A high-level US engagement in the ongoing Armenian-Azerbaijani negotiations over Nagorno-Karabakh (Artsakh) will be practically ruled unless the conflicting parties themselves are closer to a resolution, according to Richard Giragosian, the Director of the Yerevan-based Regional Studies Center (RSC).
In an interview with Tert.am, the expert commented upon upon the upcoming round of talks between Foreign Ministers Zohrab Mnatsakanyan and Elmar Mammadyarov, considering the meeting very significant despite the somewhat “low expectations”.
The Armenian and Azerbaijani top diplomats are meeting in Washington later today to conduct negotiations under the umbrella of the OSCE Minsk Group.
Mnatsakanyan, who travelled to United States on Tuesday, yesterday had a meeting with the US, French and Russian co-chairs of the mission.
“The latest round of talks of the Karabakh (Artsakh) peace process was held today, 19 June, in Washington, between Foreign Ministers Zohrab Mnatsakanyan and Elmar Mammadyarov. Although expectations are rather low, the meeting is significant for two main reasons.
“First, the site of the meeting is important, as a chance for Washington to show that despite a long period of ‘diplomatic neglect,’ the US remains an active and equal co-chair of the OSCE’s Minsk Group, despite the reality that both France and the United States have tended to follow Russia’s lead in the diplomatic mediation effort.
“But there is no role for the US Secretary of State in this round of talks as such involvement at the highest level by Secretary of State Pompeo would only come if the negotiators were closer to a resolution, which is certainly not the case now. But the involvement of the US National Security Advisor John Bolton is confirmation of the Trump Administration’s recent interest in adopting a more active involvement in the conflict, also as a factor related to US policy toward Iran as well as Russia,” Giragosian explained.
Bolton shared his expectations of the upcoming meeting his official Twitter microblog on Tuesday, describing it as a good opportunity “to encourage continued dialogue.” He also expressed the United States’ readiness to assist the parties in reaching peace.
Another factor that makes the meeting important, Giragosian said, is “the continuation of the diplomatic process, rather than the previous situation of Azerbaijan’s preference for the threat of force.”
“Yet the real test is to what degree the past promises and pledges can be fulfilled, including the implementation of the earlier joint statement reiterating the intention to strengthen the ceasefire regime and other confidence-building measures,” he said.
The expert also highlighted the unfulfilled promises by Azerbaijan to abide by the commitment to strengthen the confidence building measures (CBMs). “First, the record of Azerbaijan’s promises is matched by its history of failing to meet its obligations. Promise haves not been kept before and Baku has failed to fulfill its promises in recent years. This means that the international community needs to demand that Baku meet its expectations for CBMs. Second, such support for confidence-building measures should include all parties to the conflict, and Karabakh (Artsakh) needs to be present and represented. There is no other way to expect CBMs to work.”

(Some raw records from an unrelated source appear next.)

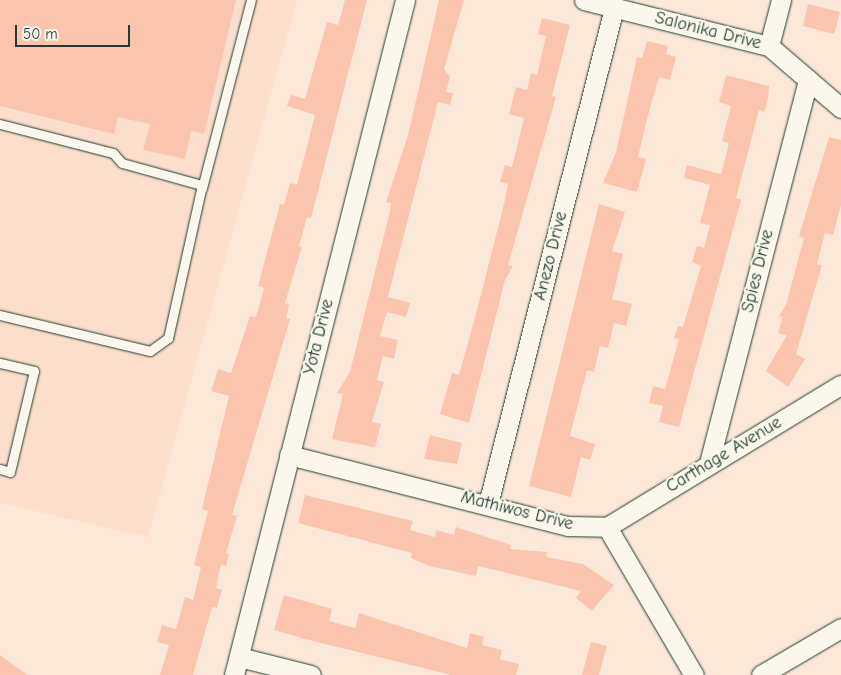 <!DOCTYPE html>
<html>
<head>
<meta charset="utf-8">
<style>
  body { margin:0 }
  #map { position:relative; width:841px; height:675px; overflow:hidden; background:#fbe8d9; font-family:"Comic Neue",sans-serif }
  div>[style] { position:absolute }
  .built>* { inset:0; background:#fbdecc }
  .building>* { inset:0; background:#fbc5ad }
  .roads { filter:drop-shadow(0 0 1px #1f3d34) drop-shadow(0 0 1px #1f3d34) }
  .service>* { height:9px; margin:-4.5px; padding:0 4.5px; transform-origin:4.5px; border-radius:4.5px; background:#fbf7ec }
  .minor>* { height:19px; margin:-9.5px; padding:0 9.5px; transform-origin:9.5px; border-radius:9.5px; background:#fbf7ec }
  span { translate:-50% -50%; white-space:nowrap; text-align:center; line-height:1.15; -webkit-text-stroke:4.5px #fbf7ec; paint-order:stroke }
  .street-label { font-size:18px; color:#1f3d34 }
  .scale { position:absolute; left:15px; top:25px; width:115px; height:22px; box-sizing:border-box; border:2px solid #1f3d34; border-top:0; padding-left:6px; font-size:15px; line-height:18px; white-space:nowrap; color:#1f3d34; -webkit-text-stroke:4px #fbf7ec; paint-order:stroke }
</style>
</head>
<body>
<div id="map">
  <div class="built">
    <i style="clip-path:polygon(0 0,297px 0,148px 537px,0 503px)"></i>
  </div>
  <div class="building">
    <i style="clip-path:polygon(0 0,236px 0,204px 134px,191px 131px,185px 159px,143px 150px,150px 124px,118px 117px,114px 134px,0 106px)"></i>
    <i style="clip-path:polygon(345px 0,367px 0,311px 218px,307px 217px,299px 246px,302px 247px,285px 303px,289px 305px,286px 318px,290px 319px,232px 515px,237px 516px,226px 553px,229px 554px,226px 566px,221px 565px,216px 588px,222px 590px,217px 608px,212px 607px,193px 675px,160px 675px,169px 645px,157px 642px,162px 625px,176px 629px,185px 597px,193px 600px,201px 567px,194px 565px,208px 511px,202px 509px,229px 396px,211px 391px,218px 369px,231px 373px,250px 316px,256px 317px,264px 288px,258px 286px,280px 204px,284px 205px,290px 183px,297px 185px,315px 115px,287px 106px,291px 95px,305px 99px,327px 22px,338px 25px)"></i>
    <i style="clip-path:polygon(439px 0,464px 0,444px 69px,450px 77px,446px 92px,453px 93px,450px 105px,438px 102px,388px 297px,410px 303px,406px 317px,387px 312px,380px 336px,398px 340px,394px 359px,383px 356px,377px 380px,384px 382px,372px 422px,381px 424px,375px 447px,346px 442px,332px 439px,343px 394px,337px 393px,350px 372px,390px 211px,391px 203px,386px 202px,408px 135px)"></i>
    <i style="clip-path:polygon(808px 4px,840px 12px,834px 34px,803px 26px)"></i>
    <i style="clip-path:polygon(542px 18px,570px 25px,552px 96px,556px 97px,508px 265px,513px 266px,505px 280px,469px 423px,440px 414px,452px 373px,459px 375px,476px 314px,505px 200px,508px 184px,500px 182px,505px 165px,512px 167px,524px 118px,509px 114px,516px 87px,527px 90px,531px 73px,537px 75px,546px 36px,538px 34px)"></i>
    <i style="clip-path:polygon(647px 41px,668px 46px,666px 54px,676px 57px,670px 80px,659px 77px,647px 119px,638px 157px,646px 159px,637px 192px,603px 183px,616px 152px,637px 57px,642px 58px)"></i>
    <i style="clip-path:polygon(726px 75px,769px 86px,768px 99px,764px 112px,759px 110px,736px 198px,741px 200px,679px 427px,659px 422px,663px 406px,649px 403px,653px 386px,665px 389px,679px 339px,674px 338px,678px 326px,683px 327px,701px 266px,692px 262px,697px 246px,704px 248px,710px 225px,700px 223px,710px 185px,684px 178px,687px 165px,721px 174px,729px 143px,722px 141px,731px 106px,719px 102px)"></i>
    <i style="clip-path:polygon(829px 137px,841px 140px,841px 205px,833px 235px,825px 233px,817px 264px,822px 265px,796px 354px,805px 359px,788px 387px,766px 371px,787px 335px,778px 333px,783px 317px,779px 316px,786px 305px,804px 238px,799px 236px)"></i>
    <i style="clip-path:polygon(599px 204px,625px 212px,612px 251px,623px 254px,612px 299px,632px 304px,626px 326px,614px 323px,608px 348px,600px 346px,594px 372px,587px 370px,570px 436px,595px 444px,590px 460px,581px 457px,571px 497px,529px 486px)"></i>
    <i style="clip-path:polygon(430px 435px,462px 443px,457px 464px,424px 459px)"></i>
    <i style="clip-path:polygon(305px 495px,413px 521px,410px 530px,435px 537px,436px 530px,454px 535px,456px 527px,511px 545px,510px 549px,547px 552px,546px 557px,583px 564px,614px 585px,592px 611px,576px 598px,581px 591px,478px 566px,476px 576px,429px 566px,411px 558px,412px 553px,298px 523px)"></i>
    <i style="clip-path:polygon(284px 595px,332px 609px,329px 621px,355px 628px,359px 613px,467px 648px,470px 633px,484px 637px,482px 645px,502px 650px,500px 659px,519px 664px,516px 675px,451px 675px,305px 639px,274px 630px)"></i>
    <i style="clip-path:polygon(591px 642px,607px 646px,599px 675px,582px 675px)"></i>
    <i style="clip-path:polygon(0 655px,27px 675px,0 675px)"></i>
  </div>
  <div class="roads">
    <div class="service">
      <i style="left:0;top:124px;width:117px;rotate:14.4deg"></i>
      <i style="left:113px;top:153px;width:13px;rotate:48deg"></i>
      <i style="left:122px;top:163px;width:83px;rotate:15.4deg"></i>
      <i style="left:202px;top:185px;width:157px;rotate:102.5deg"></i>
      <i style="left:168px;top:338px;width:22px;rotate:144deg"></i>
      <i style="left:150px;top:351px;width:154px;rotate:-166.5deg"></i>
      <i style="left:202px;top:188px;width:194px;rotate:-75.4deg"></i>
      <i style="left:0;top:363px;width:35px;rotate:13deg"></i>
      <i style="left:34px;top:371px;width:104px;rotate:103.4deg"></i>
      <i style="left:10px;top:472px;width:10px;rotate:-163deg"></i>
    </div>
    <div class="minor">
      <i style="left:584px;top:0;width:191px;rotate:14deg"></i>
      <i style="left:769px;top:46px;width:95px;rotate:40.7deg"></i>
      <i style="left:769px;top:46px;width:48px;rotate:-75.4deg"></i>
      <i style="left:289px;top:455px;width:288px;rotate:14.3deg"></i>
      <i style="left:568px;top:526px;width:39px;rotate:1deg"></i>
      <i style="left:607px;top:527px;width:172px;rotate:59.6deg"></i>
      <i style="left:709px;top:463px;width:396px;rotate:-75.5deg"></i>
      <i style="left:488px;top:504px;width:512px;rotate:-75.75deg"></i>
      <i style="left:607px;top:527px;width:274px;rotate:-31.3deg"></i>
      <i style="left:239px;top:657px;width:74px;rotate:14deg"></i>
      <i style="left:234px;top:675px;width:696px;rotate:-75.78deg"></i>
      <i style="left:761px;top:675px;width:93px;rotate:-30.4deg"></i>
    </div>
  </div>
  <div class="street-label">
    <span style="left:708px;top:31px;rotate:14deg">Salonika Drive</span>
    <span style="left:551px;top:256px;rotate:-76deg">Anezo Drive</span>
    <span style="left:758px;top:271px;rotate:-76deg">Spies Drive</span>
    <span style="left:319px;top:337px;rotate:-76deg">Yota Drive</span>
    <span style="left:724px;top:455px;rotate:-31deg">Carthage Avenue</span>
    <span style="left:517px;top:511px;rotate:14deg">Mathiwos Drive</span>
  </div>
  <div class="scale">50 m</div>
</div>
</body>
</html>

The expert also called for future steps towards widening the international audience to attract a more active civil society engagement in the process, increasing the chances of sharing information on the status of peace talks. Meantime he warned against imposing any position.
“The conflict can only be resolved by the parties themselves, and although international support and mediation is important and helpful, it is not the answer alone,” he said.